- Task prompt
Your answer must contain each line of the listing in which "sans" appears, copied in full.

- Records shown
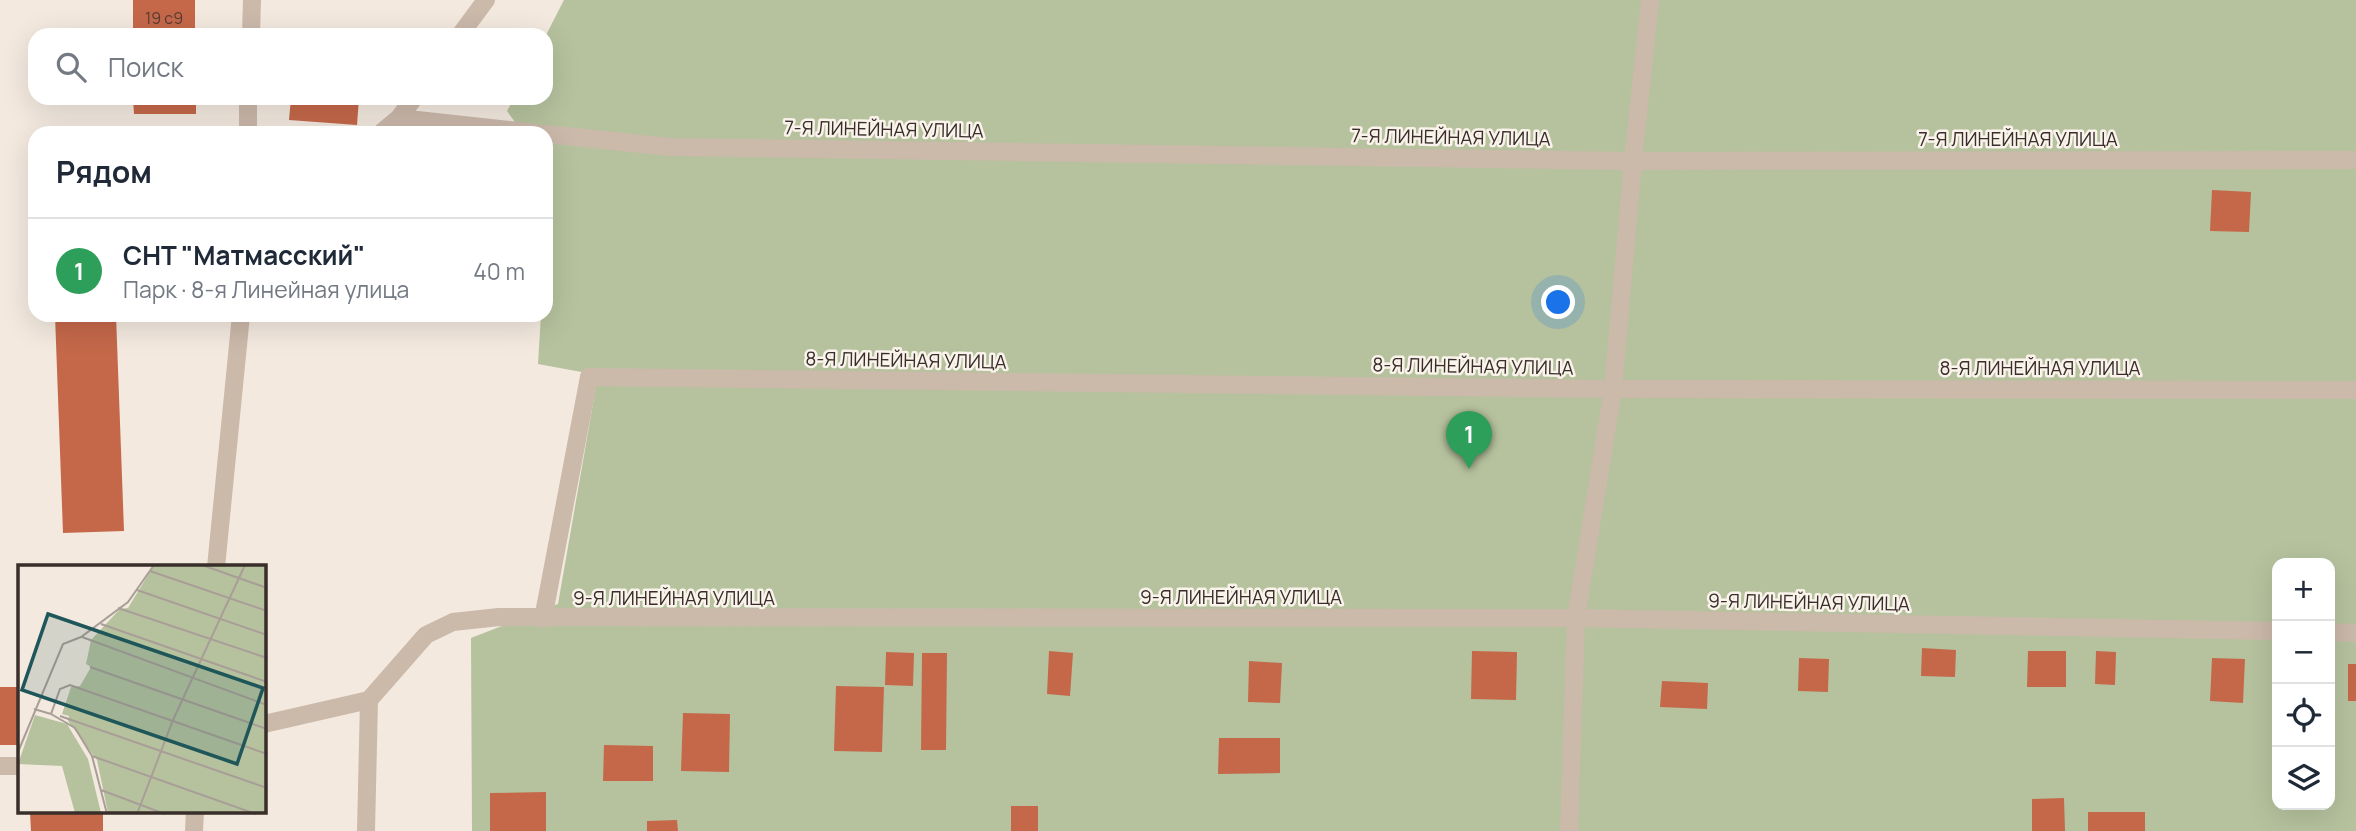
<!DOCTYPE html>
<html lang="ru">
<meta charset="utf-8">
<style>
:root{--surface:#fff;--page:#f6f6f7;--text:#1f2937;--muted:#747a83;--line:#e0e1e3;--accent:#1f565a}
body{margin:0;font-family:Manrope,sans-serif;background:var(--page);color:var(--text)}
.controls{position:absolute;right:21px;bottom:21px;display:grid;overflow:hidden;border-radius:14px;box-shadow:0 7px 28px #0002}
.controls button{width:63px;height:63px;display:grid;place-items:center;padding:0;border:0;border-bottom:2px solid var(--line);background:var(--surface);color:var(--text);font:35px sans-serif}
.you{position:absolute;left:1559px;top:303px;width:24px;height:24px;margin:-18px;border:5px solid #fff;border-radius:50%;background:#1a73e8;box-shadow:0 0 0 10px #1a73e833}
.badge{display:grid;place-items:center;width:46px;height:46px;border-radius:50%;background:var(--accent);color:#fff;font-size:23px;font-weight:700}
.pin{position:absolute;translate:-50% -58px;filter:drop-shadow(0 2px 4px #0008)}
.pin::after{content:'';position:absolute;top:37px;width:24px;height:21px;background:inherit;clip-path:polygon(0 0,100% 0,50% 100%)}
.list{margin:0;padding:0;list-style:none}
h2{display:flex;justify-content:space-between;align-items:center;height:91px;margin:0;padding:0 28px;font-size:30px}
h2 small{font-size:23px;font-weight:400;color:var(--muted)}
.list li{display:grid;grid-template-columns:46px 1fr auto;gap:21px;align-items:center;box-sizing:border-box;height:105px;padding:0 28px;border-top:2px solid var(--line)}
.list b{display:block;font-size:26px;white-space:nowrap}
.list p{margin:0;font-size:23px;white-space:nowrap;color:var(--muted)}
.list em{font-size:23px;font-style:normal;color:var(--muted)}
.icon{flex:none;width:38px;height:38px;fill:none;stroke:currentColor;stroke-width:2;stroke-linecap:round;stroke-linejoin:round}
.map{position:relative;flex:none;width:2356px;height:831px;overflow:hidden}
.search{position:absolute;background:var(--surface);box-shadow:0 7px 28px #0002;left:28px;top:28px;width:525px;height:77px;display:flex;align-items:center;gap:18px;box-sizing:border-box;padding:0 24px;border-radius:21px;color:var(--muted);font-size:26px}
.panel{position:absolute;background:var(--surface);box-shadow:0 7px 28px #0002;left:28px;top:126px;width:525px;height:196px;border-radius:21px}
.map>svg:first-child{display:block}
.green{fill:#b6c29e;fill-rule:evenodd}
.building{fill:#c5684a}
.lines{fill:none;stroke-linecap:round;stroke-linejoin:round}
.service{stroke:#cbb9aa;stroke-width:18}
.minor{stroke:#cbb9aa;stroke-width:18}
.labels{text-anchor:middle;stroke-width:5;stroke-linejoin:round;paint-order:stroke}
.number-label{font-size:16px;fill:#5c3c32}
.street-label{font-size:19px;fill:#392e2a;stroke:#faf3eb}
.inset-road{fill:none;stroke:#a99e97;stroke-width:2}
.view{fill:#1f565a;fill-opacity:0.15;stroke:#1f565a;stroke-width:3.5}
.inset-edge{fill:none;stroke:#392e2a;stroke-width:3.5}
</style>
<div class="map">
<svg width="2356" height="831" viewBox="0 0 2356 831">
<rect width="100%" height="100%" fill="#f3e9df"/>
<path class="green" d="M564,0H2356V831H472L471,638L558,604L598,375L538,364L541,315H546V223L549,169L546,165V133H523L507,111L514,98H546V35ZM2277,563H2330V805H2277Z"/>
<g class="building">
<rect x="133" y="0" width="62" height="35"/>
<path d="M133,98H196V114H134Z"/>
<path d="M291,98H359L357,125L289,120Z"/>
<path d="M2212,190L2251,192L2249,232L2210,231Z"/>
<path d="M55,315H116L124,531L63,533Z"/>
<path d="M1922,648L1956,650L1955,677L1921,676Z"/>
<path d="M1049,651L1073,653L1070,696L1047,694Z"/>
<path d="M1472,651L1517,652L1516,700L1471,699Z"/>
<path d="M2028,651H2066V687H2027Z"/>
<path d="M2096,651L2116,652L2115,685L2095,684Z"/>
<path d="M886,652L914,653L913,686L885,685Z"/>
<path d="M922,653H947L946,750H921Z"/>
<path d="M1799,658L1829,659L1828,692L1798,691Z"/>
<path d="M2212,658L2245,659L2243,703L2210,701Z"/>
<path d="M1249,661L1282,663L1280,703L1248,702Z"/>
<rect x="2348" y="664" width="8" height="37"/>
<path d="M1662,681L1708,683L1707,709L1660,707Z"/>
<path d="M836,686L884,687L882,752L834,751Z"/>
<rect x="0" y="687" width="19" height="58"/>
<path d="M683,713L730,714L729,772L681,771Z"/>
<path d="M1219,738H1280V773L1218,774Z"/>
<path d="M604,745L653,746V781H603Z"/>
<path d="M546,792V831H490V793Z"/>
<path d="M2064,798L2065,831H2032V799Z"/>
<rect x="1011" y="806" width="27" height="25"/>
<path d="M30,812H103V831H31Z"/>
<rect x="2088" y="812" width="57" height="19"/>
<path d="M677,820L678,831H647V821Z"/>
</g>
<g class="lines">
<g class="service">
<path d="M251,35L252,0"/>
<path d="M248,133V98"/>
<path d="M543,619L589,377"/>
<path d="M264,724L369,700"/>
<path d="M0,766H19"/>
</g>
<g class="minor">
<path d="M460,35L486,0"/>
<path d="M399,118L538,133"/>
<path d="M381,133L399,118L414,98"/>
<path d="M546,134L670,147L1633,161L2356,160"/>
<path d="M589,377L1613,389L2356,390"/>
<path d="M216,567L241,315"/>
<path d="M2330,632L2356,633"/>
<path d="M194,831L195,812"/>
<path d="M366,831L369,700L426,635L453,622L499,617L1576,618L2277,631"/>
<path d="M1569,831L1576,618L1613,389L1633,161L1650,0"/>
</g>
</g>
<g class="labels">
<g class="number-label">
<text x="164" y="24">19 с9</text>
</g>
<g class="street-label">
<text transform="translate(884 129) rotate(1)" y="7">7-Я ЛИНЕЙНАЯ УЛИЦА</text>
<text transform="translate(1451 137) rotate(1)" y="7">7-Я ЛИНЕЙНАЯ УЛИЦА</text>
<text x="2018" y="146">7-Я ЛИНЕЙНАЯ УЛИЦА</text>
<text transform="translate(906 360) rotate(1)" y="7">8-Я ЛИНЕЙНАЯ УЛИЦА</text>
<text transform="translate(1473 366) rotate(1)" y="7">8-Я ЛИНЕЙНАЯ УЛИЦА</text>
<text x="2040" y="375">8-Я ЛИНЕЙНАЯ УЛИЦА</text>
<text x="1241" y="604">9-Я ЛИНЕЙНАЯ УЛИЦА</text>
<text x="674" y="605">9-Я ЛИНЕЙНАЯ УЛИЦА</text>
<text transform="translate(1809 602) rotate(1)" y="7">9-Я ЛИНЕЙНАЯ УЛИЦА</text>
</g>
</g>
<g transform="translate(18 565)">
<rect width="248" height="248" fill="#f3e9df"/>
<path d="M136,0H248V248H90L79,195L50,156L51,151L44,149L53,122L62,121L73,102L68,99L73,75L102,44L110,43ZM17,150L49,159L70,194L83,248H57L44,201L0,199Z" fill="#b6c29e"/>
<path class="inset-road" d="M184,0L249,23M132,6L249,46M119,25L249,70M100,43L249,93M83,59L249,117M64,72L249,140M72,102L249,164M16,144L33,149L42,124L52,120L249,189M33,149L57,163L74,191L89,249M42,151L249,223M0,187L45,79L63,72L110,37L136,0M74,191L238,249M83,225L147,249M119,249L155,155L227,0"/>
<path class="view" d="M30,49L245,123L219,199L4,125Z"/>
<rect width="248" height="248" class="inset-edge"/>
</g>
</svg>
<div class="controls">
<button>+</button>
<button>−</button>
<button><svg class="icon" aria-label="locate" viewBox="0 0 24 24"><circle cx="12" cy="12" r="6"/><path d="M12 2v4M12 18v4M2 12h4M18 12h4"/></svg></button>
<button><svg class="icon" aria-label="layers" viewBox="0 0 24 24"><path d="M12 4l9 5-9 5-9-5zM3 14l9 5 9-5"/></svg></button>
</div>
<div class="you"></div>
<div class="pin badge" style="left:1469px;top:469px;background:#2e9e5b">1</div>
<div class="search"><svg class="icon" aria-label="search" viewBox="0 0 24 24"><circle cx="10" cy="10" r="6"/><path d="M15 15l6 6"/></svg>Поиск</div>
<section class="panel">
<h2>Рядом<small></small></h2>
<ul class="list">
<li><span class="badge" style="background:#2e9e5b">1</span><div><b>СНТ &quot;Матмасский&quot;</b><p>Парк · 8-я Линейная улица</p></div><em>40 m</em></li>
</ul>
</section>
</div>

--

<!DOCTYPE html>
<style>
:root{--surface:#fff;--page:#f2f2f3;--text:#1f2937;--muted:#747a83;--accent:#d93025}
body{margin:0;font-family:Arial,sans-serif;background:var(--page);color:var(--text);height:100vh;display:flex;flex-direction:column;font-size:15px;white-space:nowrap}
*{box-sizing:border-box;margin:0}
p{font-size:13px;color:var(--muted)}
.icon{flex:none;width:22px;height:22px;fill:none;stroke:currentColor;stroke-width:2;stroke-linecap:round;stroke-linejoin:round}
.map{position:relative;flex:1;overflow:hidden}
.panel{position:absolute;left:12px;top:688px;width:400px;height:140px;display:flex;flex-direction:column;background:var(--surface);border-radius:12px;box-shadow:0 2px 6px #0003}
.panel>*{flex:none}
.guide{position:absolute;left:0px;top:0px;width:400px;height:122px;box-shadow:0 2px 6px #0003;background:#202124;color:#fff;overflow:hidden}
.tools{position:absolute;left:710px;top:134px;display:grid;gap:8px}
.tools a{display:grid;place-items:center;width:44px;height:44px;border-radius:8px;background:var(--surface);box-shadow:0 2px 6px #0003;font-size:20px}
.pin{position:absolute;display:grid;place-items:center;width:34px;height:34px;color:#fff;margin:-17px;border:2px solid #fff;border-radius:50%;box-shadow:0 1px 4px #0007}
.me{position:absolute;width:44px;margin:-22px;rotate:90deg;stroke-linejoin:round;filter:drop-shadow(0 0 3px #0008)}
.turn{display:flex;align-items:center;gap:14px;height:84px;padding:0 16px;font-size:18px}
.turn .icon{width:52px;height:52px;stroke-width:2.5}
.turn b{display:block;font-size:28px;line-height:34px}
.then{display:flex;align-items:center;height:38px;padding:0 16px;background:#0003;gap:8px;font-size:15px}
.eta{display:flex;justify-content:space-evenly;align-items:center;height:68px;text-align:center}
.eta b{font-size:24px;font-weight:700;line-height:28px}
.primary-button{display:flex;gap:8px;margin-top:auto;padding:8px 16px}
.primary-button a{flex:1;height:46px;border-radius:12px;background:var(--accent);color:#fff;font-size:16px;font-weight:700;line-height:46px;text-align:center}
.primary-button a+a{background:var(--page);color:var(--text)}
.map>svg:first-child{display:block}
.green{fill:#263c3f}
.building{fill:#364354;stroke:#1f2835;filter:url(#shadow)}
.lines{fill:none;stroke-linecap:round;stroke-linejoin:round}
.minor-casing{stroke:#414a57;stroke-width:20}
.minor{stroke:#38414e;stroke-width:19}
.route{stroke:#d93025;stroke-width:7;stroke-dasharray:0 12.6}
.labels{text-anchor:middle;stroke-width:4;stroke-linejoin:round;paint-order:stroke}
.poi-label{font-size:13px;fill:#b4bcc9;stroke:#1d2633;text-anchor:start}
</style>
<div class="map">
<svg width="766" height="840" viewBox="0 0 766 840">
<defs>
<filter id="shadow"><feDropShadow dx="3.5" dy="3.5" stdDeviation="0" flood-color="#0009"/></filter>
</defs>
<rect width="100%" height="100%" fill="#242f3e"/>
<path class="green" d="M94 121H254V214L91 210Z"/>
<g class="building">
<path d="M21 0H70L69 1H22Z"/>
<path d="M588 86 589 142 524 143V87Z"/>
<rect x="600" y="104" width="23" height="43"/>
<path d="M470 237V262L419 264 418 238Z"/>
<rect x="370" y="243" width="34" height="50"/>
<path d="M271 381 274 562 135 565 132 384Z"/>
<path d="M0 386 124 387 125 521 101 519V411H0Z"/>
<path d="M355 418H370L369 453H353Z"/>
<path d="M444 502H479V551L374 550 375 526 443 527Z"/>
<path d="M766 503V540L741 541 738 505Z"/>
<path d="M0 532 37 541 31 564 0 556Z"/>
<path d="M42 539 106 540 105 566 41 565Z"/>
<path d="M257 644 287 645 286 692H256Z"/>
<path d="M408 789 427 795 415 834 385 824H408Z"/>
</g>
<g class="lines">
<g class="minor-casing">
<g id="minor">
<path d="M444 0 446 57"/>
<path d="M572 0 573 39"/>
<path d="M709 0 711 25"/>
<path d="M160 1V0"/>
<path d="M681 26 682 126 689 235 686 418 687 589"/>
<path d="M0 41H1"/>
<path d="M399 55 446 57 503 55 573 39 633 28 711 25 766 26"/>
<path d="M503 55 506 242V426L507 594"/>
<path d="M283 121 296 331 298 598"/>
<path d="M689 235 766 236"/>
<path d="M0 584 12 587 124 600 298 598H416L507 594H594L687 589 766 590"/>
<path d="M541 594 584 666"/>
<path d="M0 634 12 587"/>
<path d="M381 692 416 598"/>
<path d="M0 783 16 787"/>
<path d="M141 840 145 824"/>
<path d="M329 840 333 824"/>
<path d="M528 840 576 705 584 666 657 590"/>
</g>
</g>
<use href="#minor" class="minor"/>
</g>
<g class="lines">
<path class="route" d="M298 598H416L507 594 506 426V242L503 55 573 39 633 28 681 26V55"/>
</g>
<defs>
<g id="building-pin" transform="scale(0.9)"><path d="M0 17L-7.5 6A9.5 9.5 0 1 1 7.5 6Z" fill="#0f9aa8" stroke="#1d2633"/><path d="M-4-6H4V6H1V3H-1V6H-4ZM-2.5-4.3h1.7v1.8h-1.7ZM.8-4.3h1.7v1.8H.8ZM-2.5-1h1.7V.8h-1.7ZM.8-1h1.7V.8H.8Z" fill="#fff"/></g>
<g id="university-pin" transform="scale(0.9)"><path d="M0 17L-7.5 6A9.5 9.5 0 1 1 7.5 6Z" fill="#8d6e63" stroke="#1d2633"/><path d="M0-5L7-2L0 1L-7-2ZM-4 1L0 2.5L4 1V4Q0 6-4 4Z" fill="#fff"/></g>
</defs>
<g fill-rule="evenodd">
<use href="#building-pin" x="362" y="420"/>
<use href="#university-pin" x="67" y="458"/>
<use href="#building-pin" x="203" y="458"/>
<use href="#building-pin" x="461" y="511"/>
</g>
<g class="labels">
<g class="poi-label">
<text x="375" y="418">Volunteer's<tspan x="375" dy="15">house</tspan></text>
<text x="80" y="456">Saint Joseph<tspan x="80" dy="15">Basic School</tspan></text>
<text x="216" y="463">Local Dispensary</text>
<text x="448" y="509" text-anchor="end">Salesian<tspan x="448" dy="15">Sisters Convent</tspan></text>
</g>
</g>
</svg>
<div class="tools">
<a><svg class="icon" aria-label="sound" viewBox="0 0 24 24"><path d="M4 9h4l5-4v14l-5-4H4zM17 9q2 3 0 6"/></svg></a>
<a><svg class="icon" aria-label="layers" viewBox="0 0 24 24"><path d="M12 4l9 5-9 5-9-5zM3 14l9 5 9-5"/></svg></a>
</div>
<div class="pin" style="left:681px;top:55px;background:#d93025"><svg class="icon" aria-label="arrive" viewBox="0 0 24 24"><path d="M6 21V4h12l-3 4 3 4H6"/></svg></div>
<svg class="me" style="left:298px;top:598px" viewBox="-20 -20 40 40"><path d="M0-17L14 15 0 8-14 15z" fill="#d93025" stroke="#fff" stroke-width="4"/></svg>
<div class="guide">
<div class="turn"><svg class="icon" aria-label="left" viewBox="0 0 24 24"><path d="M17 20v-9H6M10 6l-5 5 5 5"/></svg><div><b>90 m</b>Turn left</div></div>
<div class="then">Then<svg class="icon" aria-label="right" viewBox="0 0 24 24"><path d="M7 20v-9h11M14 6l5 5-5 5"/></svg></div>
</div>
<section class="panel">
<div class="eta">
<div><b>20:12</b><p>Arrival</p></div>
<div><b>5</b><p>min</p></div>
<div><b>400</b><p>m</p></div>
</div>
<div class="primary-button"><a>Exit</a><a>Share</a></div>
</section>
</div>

- Completed task
body{margin:0;font-family:Manrope,sans-serif;background:var(--page);color:var(--text)}
.controls button{width:63px;height:63px;display:grid;place-items:center;padding:0;border:0;border-bottom:2px solid var(--line);background:var(--surface);color:var(--text);font:35px sans-serif}
body{margin:0;font-family:Arial,sans-serif;background:var(--page);color:var(--text);height:100vh;display:flex;flex-direction:column;font-size:15px;white-space:nowrap}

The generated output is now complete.